I just read Dan Brown’s newest book, The Lost Symbol — even though it was published in September. Here’s why: I like to buy the editions of Brown’s books that come out after they make the movie, with all the gorgeous illustrations and photographs of locations like Rome and Paris. Knowing that I will eventually purchase such a volume for The Lost Symbol, I decided to get the first edition out of the library. I put my name on the reservation list, where I was number 749 in line, and I just got a copy. Loved it, love all his books, usually read them in a day or two (509 pages), and evidently so do a lot of other people.

Maureen Dowd wrote in the New York Times: “Brown has always written screenplays masquerading as novels.” Clearly, that’s the first type of appeal in Brown’s fast-paced, suspenseful stories. He has a knack of ending a chapter with one of his characters in such a predicament that you have to skip ahead and find out how they got out of it. The second attraction in Brown’s novels is provided by Robert Langdon, his Harvard professor hero (played by Tom Hanks), in the form of arcane but fascinating historical, cultural, and artistic trivia. This erudition did not impress Time Magazine’s Lou Grossman, who commented: “Brown’s scholarship reads like the work of a man who believes what he reads in Wikipedia.”

I, however, enjoy the places Brown takes you in his whirlwind tours of famous cities. In the case of The Lost Symbol, the story is set in Washington, D.C., a place whose treasures are far more valuable than whatever the villain and hero are chasing after in the novel. Behind the scenes at the Library of Congress, the Smithsonian Institution, and the United States Capitol, there is a world of documents, artworks, and artifacts, amazing in its scope and depth. To meet the people who care for and know about them is a true pleasure. The book’s website includes a Reader’s Guide to Washington, D.C., with more about these national landmarks.
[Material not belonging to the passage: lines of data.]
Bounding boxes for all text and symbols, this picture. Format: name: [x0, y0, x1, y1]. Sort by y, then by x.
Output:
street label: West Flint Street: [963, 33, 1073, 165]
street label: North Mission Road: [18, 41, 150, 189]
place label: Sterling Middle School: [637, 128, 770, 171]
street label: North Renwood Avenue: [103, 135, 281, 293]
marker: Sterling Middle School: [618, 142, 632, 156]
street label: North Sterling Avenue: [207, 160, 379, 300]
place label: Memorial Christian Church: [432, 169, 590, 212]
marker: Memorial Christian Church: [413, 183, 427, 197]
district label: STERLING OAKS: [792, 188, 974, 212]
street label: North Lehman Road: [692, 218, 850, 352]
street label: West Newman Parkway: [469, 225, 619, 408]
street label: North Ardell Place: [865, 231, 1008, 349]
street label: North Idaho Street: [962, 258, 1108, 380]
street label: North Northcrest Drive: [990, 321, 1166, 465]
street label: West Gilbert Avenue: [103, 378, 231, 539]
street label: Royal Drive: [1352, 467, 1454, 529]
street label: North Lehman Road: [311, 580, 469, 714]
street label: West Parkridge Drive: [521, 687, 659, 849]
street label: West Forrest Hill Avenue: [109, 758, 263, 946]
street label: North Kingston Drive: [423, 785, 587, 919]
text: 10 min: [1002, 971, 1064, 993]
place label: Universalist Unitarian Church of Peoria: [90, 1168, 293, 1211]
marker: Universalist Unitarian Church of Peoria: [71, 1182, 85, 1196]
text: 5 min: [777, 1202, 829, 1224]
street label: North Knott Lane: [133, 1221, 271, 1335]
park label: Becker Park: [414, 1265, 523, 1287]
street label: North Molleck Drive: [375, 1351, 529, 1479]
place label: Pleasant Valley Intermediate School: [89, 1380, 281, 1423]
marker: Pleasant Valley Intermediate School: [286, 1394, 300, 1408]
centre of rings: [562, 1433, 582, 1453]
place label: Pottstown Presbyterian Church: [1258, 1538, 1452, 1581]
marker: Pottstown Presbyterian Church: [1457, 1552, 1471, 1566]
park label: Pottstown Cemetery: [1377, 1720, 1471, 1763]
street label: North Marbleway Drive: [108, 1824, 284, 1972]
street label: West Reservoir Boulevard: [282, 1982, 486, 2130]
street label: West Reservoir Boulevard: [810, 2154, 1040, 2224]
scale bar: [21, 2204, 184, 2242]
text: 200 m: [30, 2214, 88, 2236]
I also like Brown’s puzzles, codes, and encryptions, which are always entertaining. The key puzzle in The Lost Symbol is “a perfectly square grid of symbols from every tradition imaginable — alchemical, astrological, heraldic, angelic, magical, numeric, sigilic, Greek, Latin.” The 64 symbols in the 8 by 8 grid are somewhat familiar: a row of symbols for the planets, symbols of the great religions, astrological signs. (Mine is Gemini, which looks like the Roman numeral II.) You probably have access to many of these symbols — just open up Word and change your font to Symbols or Wingdings, and you may be able to recreate Brown’s code!

Anyway, I should stop here and return my copy to the library. There’s still a waiting list with 372 eager readers on it.